The lights changed. They waited for a lorry coming slowly. Dillahan said there used to be a County Council foreman called Kilderry, two fingers gone from his right hand. He said his father once bought a scarifier at a bankrupt sale in Castledrummond.
‘I remember coming back from school and it was in the yard.’ He had never been in Castledrummond himself.
‘No.’
‘It was busy today, was it?’
‘It was, for a Tuesday.’
‘I see there’s posters up, some old circus coming.’
‘They’ve been up a while.’
‘Not Duffy’s, though?’
‘No, not Duffy’s.’
‘I used be taken to Duffy’s.’
He had told her about that when first she came to the farm, how he’d always been impatient, waiting for the elephants to come on, and how a clown had persuaded one of his sisters to give him a kiss. He had told her about Piper’s Entertainments when they’d come to Rathmoye, the roundabouts and bumper cars, the hoopla stall where he’d won a china rabbit.

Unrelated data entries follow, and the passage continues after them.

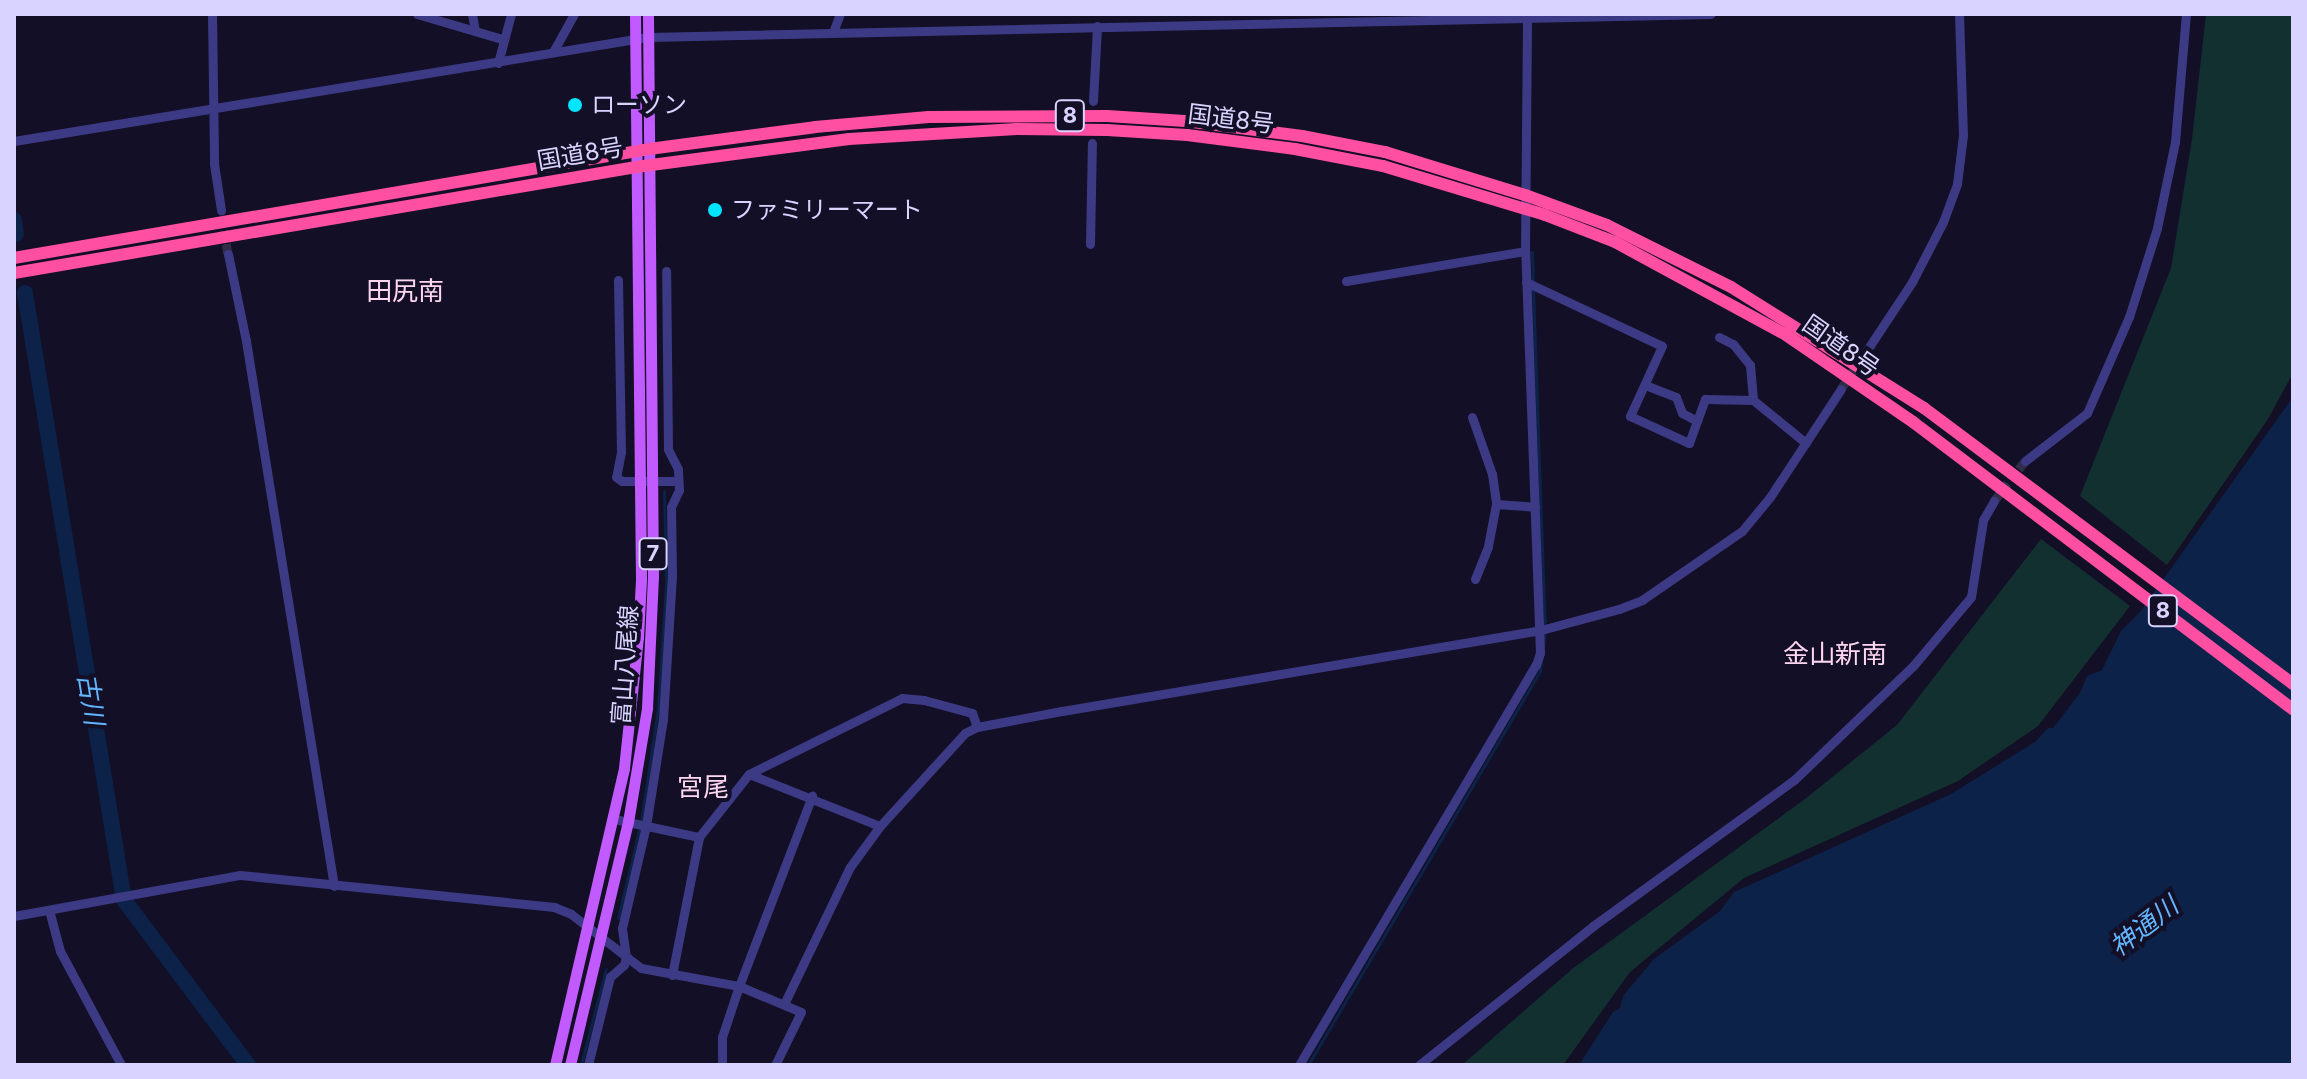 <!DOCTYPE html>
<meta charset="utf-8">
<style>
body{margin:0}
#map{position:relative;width:2307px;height:1079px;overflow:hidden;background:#130f26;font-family:Inter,"Noto Sans JP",sans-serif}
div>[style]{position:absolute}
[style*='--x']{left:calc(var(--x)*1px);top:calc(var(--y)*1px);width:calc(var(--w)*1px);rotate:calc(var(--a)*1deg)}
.green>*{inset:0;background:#12302f}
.water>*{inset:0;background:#0c2248}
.stream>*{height:3px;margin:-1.5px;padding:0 1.5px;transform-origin:1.5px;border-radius:1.5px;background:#0c2248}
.river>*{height:16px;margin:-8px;padding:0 8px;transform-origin:8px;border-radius:8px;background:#0c2248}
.minor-tunnel>*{height:9px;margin-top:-4.5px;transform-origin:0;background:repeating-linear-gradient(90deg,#312d47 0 9px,transparent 0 13.5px)}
.minor>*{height:9px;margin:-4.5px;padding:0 4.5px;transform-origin:4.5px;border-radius:4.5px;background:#3d3a85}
.major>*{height:11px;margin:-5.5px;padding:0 5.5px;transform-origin:5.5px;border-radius:5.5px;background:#c25bff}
.highway>*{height:12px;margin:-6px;padding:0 6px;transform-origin:6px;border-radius:6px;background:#ff4fa3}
.dots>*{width:22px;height:22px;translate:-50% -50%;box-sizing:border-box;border:4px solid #130f26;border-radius:50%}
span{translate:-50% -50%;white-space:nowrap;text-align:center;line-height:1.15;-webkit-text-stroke:8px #130f26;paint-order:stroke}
.shield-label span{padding:2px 6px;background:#130f26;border:2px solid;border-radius:6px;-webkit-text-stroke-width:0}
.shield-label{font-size:22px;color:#d9d4ff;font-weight:700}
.poi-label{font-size:24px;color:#d9d4ff}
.left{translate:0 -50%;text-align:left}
.street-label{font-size:24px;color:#d9d4ff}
.neighbourhood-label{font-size:26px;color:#ffd6f0}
.water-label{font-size:26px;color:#62b6ff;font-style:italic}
.frame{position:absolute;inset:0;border:16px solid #d9d4ff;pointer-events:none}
</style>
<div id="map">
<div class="green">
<div style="clip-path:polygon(2206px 14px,2293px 14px,2293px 373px,2268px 419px,2167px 565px,2080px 496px,2171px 268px,2192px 139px)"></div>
<div style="clip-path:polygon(2041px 539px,2130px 606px,2038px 726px,1958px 781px,1744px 878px,1630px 972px,1563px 1065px,1462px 1065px,1572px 969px,1805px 799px,1897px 725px)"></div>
</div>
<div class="water">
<div style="clip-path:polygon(2293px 397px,2293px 1065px,1579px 1065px,1613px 1012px,1620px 1008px,1623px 996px,1654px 959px,1720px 911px,1734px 892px,1951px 794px,2035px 742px,2048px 728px,2053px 728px,2080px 693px,2087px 676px,2102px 670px,2121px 631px,2140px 612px)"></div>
</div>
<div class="stream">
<div style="--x:1532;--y:252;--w:29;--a:88"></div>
<div style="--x:1533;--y:289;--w:336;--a:88"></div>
<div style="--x:618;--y:918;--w:99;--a:-76.5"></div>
<div style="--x:641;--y:822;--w:115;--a:-81.5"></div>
<div style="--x:658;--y:708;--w:123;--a:-86.3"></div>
<div style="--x:666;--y:585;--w:94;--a:-91.2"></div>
<div style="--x:581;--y:1065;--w:99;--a:-75.4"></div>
<div style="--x:1308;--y:1065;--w:457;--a:-59.5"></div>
<div style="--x:1540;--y:671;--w:38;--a:-83"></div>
</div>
<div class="river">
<div style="--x:14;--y:220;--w:14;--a:82"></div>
<div style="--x:25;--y:293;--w:615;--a:80.74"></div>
<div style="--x:124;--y:900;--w:206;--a:53.1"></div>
</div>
<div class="minor-tunnel">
<div style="--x:222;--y:217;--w:37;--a:81"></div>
<div style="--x:1841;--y:389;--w:47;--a:-56.3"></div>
<div style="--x:1994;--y:501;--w:51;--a:-52.2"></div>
</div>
<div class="minor">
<div style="--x:212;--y:14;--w:150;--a:89.2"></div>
<div style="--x:214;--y:164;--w:47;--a:81.3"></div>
<div style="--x:417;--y:14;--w:89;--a:16.4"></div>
<div style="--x:472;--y:14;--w:17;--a:80"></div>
<div style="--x:833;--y:32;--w:19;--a:-69"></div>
<div style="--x:553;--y:52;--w:43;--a:-61.1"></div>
<div style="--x:498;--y:63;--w:51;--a:-75.1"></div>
<div style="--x:1093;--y:101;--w:75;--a:-86.9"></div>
<div style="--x:14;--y:141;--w:642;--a:-9.32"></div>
<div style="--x:648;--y:37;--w:1063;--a:-1.24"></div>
<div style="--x:1090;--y:244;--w:101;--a:-88.9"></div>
<div style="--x:228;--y:254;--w:89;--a:78.3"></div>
<div style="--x:246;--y:341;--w:552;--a:80.83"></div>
<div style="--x:618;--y:280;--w:172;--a:89"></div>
<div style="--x:621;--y:452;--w:25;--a:101"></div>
<div style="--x:616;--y:477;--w:7;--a:34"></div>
<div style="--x:622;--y:481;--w:56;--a:0"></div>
<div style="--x:1346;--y:281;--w:181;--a:-9.5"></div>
<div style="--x:1526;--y:282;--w:150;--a:25.2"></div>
<div style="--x:1662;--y:346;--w:77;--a:114.6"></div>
<div style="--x:1630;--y:416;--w:65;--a:24.6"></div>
<div style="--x:1689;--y:443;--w:47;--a:-70"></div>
<div style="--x:1705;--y:399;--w:48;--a:1.2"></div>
<div style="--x:1753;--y:400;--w:68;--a:39.1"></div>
<div style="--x:1719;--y:337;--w:16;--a:27"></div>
<div style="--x:1733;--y:344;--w:27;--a:51"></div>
<div style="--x:1750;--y:365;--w:35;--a:85"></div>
<div style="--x:1867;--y:350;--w:82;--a:-56.5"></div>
<div style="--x:1912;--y:282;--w:68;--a:-62.7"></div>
<div style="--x:1943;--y:222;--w:40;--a:-69.8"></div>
<div style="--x:1957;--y:184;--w:49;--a:-83"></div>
<div style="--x:1963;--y:135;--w:121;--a:-91.9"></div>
<div style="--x:1645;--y:385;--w:33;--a:21"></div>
<div style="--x:1676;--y:397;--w:17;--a:69"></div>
<div style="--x:1682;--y:413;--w:17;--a:28"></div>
<div style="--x:1472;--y:417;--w:60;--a:70.7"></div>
<div style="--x:1492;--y:474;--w:30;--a:82"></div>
<div style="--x:1496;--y:504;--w:39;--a:4"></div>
<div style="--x:2025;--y:461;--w:78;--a:-37.7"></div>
<div style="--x:2087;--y:413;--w:105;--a:-66.4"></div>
<div style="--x:2129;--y:317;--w:93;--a:-72.5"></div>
<div style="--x:2157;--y:228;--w:88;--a:-78.2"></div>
<div style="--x:2175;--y:142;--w:128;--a:-85.1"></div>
<div style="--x:1475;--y:579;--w:35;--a:-68"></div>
<div style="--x:1488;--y:546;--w:43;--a:-79.2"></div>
<div style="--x:749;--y:774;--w:141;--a:21.7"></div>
<div style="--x:614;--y:819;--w:87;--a:12"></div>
<div style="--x:699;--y:837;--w:80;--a:-51.6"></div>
<div style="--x:749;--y:774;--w:171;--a:-26.4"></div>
<div style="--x:902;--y:698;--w:22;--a:5"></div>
<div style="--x:924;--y:700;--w:50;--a:15.2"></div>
<div style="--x:972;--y:713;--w:15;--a:70"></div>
<div style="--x:49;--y:910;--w:42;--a:75"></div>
<div style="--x:60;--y:951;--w:129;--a:61.8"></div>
<div style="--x:14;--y:916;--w:230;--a:-10.3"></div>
<div style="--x:240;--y:875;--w:316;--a:5.8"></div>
<div style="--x:554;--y:907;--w:18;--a:22"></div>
<div style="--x:571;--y:914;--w:88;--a:37.6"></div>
<div style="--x:641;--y:968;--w:100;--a:10.4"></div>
<div style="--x:739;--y:986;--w:67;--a:22.8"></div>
<div style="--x:801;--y:1012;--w:59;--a:116.1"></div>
<div style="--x:672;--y:975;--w:141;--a:-78.9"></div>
<div style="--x:784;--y:1004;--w:152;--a:-64.3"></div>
<div style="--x:850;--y:867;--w:51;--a:-53.8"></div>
<div style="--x:880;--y:826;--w:126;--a:-47.6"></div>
<div style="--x:965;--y:733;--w:13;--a:-27"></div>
<div style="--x:977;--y:727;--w:86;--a:-10.7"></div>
<div style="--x:1062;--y:711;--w:486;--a:-9.6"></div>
<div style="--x:1541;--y:630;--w:81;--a:-15.1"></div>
<div style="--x:1619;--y:609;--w:25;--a:-21"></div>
<div style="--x:1642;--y:600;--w:121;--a:-34.6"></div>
<div style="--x:1742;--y:531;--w:44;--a:-50.5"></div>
<div style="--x:1770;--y:497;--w:129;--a:-56.7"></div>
<div style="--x:588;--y:1065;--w:91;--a:-76"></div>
<div style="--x:610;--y:977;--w:18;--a:-41"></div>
<div style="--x:624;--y:965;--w:8;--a:-76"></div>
<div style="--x:626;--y:957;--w:29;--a:-98"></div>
<div style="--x:622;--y:928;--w:105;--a:-76.8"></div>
<div style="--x:646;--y:826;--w:108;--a:-81"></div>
<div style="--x:663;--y:719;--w:144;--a:-86.4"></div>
<div style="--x:672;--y:575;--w:68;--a:-90.8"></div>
<div style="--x:671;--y:507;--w:19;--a:-65"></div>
<div style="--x:679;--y:490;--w:21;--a:-93"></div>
<div style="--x:678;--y:469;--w:22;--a:-117"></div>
<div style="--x:668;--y:449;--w:178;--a:-90.6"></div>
<div style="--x:722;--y:1065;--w:28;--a:-90"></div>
<div style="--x:722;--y:1037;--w:54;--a:-71.6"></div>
<div style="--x:739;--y:986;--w:204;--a:-69"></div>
<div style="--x:1299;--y:1065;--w:465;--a:-59.4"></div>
<div style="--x:1536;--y:665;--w:13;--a:-72"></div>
<div style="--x:1540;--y:653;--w:402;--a:-92.1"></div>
<div style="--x:1525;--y:251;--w:237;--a:-89.5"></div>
<div style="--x:1419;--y:1065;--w:223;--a:-38.6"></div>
<div style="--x:1593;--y:926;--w:248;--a:-36"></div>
<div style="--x:1794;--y:780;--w:165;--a:-43.8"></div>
<div style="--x:1913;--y:666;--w:90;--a:-50"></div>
<div style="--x:1971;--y:597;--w:78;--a:-81.1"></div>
<div style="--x:1983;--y:520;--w:22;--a:-60"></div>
</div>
<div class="major">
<div style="--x:555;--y:1065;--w:305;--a:-76.9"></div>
<div style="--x:624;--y:768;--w:132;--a:-83.9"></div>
<div style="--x:638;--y:637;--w:58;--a:-87"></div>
<div style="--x:641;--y:579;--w:565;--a:-90.61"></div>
<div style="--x:570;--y:1065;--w:250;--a:-76.6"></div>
<div style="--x:628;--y:822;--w:116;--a:-80.5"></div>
<div style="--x:647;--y:708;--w:131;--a:-87.4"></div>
<div style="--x:653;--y:577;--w:563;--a:-90.51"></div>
</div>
<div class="highway">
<div style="--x:14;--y:258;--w:644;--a:-9.74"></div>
<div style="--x:649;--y:149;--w:167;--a:-7.5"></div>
<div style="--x:815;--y:127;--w:114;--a:-5"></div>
<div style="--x:929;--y:117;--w:178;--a:-0.3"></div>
<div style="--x:1107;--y:116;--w:78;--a:3.7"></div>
<div style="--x:1185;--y:121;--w:118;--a:7.3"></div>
<div style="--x:1302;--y:136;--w:85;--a:10.9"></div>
<div style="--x:1385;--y:152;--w:146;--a:17.1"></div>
<div style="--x:1525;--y:195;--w:87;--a:20.1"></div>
<div style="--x:1607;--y:225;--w:139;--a:26.6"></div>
<div style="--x:1731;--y:287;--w:228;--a:32.1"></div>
<div style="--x:1924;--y:408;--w:461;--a:36.8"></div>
<div style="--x:14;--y:273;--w:631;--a:-9.67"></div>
<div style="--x:636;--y:167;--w:215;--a:-7.5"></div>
<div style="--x:849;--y:139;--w:168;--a:-3.4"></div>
<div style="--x:1017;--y:129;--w:90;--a:0.6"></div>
<div style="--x:1107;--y:130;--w:80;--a:3.6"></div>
<div style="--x:1187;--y:135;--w:109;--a:7.4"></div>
<div style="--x:1295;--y:149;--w:90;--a:10.9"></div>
<div style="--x:1383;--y:166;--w:169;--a:16.8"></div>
<div style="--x:1545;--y:215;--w:75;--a:21.1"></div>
<div style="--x:1615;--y:242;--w:195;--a:28.5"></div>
<div style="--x:1786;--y:335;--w:154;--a:34.4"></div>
<div style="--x:1913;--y:422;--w:476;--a:37.1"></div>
</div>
<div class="dots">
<div style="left:575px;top:105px;background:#00e5ff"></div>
<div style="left:715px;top:210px;background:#00e5ff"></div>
</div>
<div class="shield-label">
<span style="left:1070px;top:116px">8</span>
<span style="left:653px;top:554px">7</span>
<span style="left:2163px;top:611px">8</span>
</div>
<div class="poi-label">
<span class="left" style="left:591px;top:105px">ローソン</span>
<span class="left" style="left:731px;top:210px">ファミリーマート</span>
</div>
<div class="street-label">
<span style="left:1231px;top:119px;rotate:7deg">国道8号</span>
<span style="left:580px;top:154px;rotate:-10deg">国道8号</span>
<span style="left:1841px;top:346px;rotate:35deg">国道8号</span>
<span style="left:625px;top:665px;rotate:-86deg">富山八尾線</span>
</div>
<div class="neighbourhood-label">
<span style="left:405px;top:291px">田尻南</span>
<span style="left:1835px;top:654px">金山新南</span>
<span style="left:703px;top:787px">宮尾</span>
</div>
<div class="water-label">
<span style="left:91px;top:699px;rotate:81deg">古川</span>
<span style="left:2144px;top:926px;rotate:-38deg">神通川</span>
</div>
<div class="frame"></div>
</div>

‘Con Hannington’s funeral’s Friday,’ he said. He drew out to turn to the right, and waited for a tractor to go by. He saluted the man on it.
‘Con lent me fifty pounds one time,’ he said. ‘The barley failed and I was pushed.’
He would have paid the money back, every penny, and Con Hannington would have known he would. The bank wasn’t taking a chance with the loan and the bank would know that too.
‘I’ll go to the funeral,’ he said.
She hadn’t often left a note, always managing to come herself, always wanting to. He’d be there by now and he’d maybe wait a while, then he’d lift out the stone. He hadn’t realized whose car it was when it went by. He didn’t know the car.
They passed Gahagan’s gate, beside the old milk-churn platform that was falling to bits, then the turn-off to the boreen that was the way up to the hills, difficult in winter when a flood came down it.
They had to back for the post van, and the new young postman wound his window down and handed out the bill for the fertilizer that had been delivered a few weeks ago.
‘A decent lad, that,’ her husband said.
The dogs heard the car’s approach and began to bark when it was still far off. As well she’d looked behind the stone; as well he’d come to look there today. A Golden Eagle his bicycle was called, a picture of an eagle on a rock below the handlebars. She’d never known a bicycle called that before.
‘There’s the last of the potatoes to lift,’ her husband said, ‘before we’d get the rain. Only a dozen or so rows.’
‘I’ll help you so.’
‘Arrah, no, you have enough to do.’
‘I never mind.’
‘Ah, well, no.’ He protested softly, shaking his head as he often did when she offered to do what he considered she no longer should.
He turned the car into the yard. The dogs came to greet them.